第二百三十話
「……ところであのようなMSは昨日、いや、今朝まで見かけなかったと思うのじゃが」
「40分で仕上げたな」
さすがに40秒で支度(設計)はできなかった。まだまだ研磨が足りんな。
「……40秒で仕上げた設計と製造したMSなどと知れたら不安に思うかもしれんからそこまでやらんでいい」
言われてみれば確かに私は私の才能を信じているし、プルシリーズやハマーンも信じてはいるだろうが、MSを即席麺よりも速いスピードで完成させては不安に思っても仕方ないだろう。
(そう思うなら40分でも不安になるという点に気づいて欲しいがな)
とはいえ、今回のキュベレイ・アルヒはほとんどキュベレイをベースにしたものであり、新技術は強いて言えば強化人間人格OSの最適化したしたことぐらいだろう。
強化人間人格OSもデータの蓄積によって随分と精度が高い処理を行うようになってきたので新兵の補助にはちょうどいいだろう。
特にパイロットに極度の緊張による思考の硬直やパニック症状が現れた時など正常な判断を下せない時などに強化人間人格OSが勝手に回避行動や反撃などを行うことができる。それゆえの訓練機とも言えるな。
「今回のMSに限ってはいいものであるとは思っておる」
…………ジャミトフ、貴様、プルシリーズに甘すぎるぞ。貴様の表情は祖父が孫の自転車の練習を見ている時のそれみたいだ……もっとも自転車なんぞエアロバイク(ジムにある運動用のやつ)以外見たこと無いがな。(自転車自体は普通に使われているが、アレンの生活圏にそんなものはなかった)
「しかし、なぜIフィールドを搭載していないのだ?」
「あくまで訓練機であり、支援機だ。前線に出すつもりはない」
「だが、それでも守りは厚くしておいて損はないじゃろう」
「これだからパイロット経験が無いオールドタイプは困る。あのいい加減ずんぐりむっくりな機体にIフィールドなど搭載すればどう考えても重くなって運動性がほぼ無くなるだろう」
「それを差し引いてもあの防御力は魅力的だと思うが……」
「ニュータイプにとって鈍重なMSがどれだけストレスとなるのか、わかりやすく言えば歩兵装備で水の中で動くイメージが近いか」
本当にストレスなんだ。
あのMDの反応の悪さは本当にイライラして仕方ない。
何度うっかり感情が漏れ出てプルシリーズの洗濯物を増やしたことか……皮肉にもこれの経験で自身のニュータイプ能力が向上していることがまたなんとも。

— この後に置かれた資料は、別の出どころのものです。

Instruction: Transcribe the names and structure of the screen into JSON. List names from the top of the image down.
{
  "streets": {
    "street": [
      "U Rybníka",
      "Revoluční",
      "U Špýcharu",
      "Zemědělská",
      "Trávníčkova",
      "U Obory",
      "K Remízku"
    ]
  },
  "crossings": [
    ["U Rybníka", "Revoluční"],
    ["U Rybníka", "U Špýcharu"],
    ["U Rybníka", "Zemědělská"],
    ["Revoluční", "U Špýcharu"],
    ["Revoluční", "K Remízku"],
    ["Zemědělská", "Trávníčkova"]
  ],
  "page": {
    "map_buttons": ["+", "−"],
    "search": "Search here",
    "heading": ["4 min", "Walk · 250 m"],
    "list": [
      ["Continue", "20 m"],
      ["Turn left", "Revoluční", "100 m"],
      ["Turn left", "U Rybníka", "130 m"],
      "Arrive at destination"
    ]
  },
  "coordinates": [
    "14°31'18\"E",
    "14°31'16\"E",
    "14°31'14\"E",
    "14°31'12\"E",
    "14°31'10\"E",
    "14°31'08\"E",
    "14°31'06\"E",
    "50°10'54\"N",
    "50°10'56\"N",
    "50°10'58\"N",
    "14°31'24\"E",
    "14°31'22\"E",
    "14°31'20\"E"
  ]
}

……ふむ、サイコミュを応用して感情漏れを防ぐことができない研究してみるのもいいかもしれないな。
プル24のようにまた誰かが戦死した時、私の感情漏れが周囲にどのような影響を及ぼすかがわからんからな。敵ごと巻き込んで行動不能などならいいが、十中八九ニュータイプであるプルシリーズの方が悪影響を及ぼすだろうことは容易に想像ができる。
万が一に備えておくべきだろうな。
「しかし……いや、これ以上はいらぬお節介か」
「いらないわけではないだろう。いくら私が天才だからと言って何もかもが完璧にできるわけではない」
「おぬしは色々と素直だな」
「私の最大の美徳だ」
「そして最大の欠点だな」
『お、おおおぉぉぉ?!』
『ぐええぇぇ』
『たっっのしー!!』
『ひゃっほ〜!!』
通信から流てくる声の持ち主は、ビーチャ、モンド、エル、ジュドーである。
まぁ初めてのMSの操縦でテンションがあがるあたりは子供らしいな。
「そういえばアレンが初めてMSを操縦した時は後で息絶え絶えだったわね」
「私の身体はあんなGに耐えられるように設計されていない」
「それであのパワードスーツを作ったのよね」
「いや、あれは対Gスーツだ。異論は認めない」
「あれって今どうなってるの?なんかMSの装甲を撃ち抜いたって話があったと思うけど」
「それはザクIの1番薄い背面の装甲の話だな。今なら1番厚い装甲のコクピットでも撃ち抜けるようになっているぞ。まぁ撃ち抜くと言っても装甲を凹ましてコクピットを圧壊させるだけだが」
「……やっぱりパワードスーツよね?」
「対Gスーツだ」
異論は認めない。
しかし、さすがにガンダリウム合金は撃ち抜けないのだが。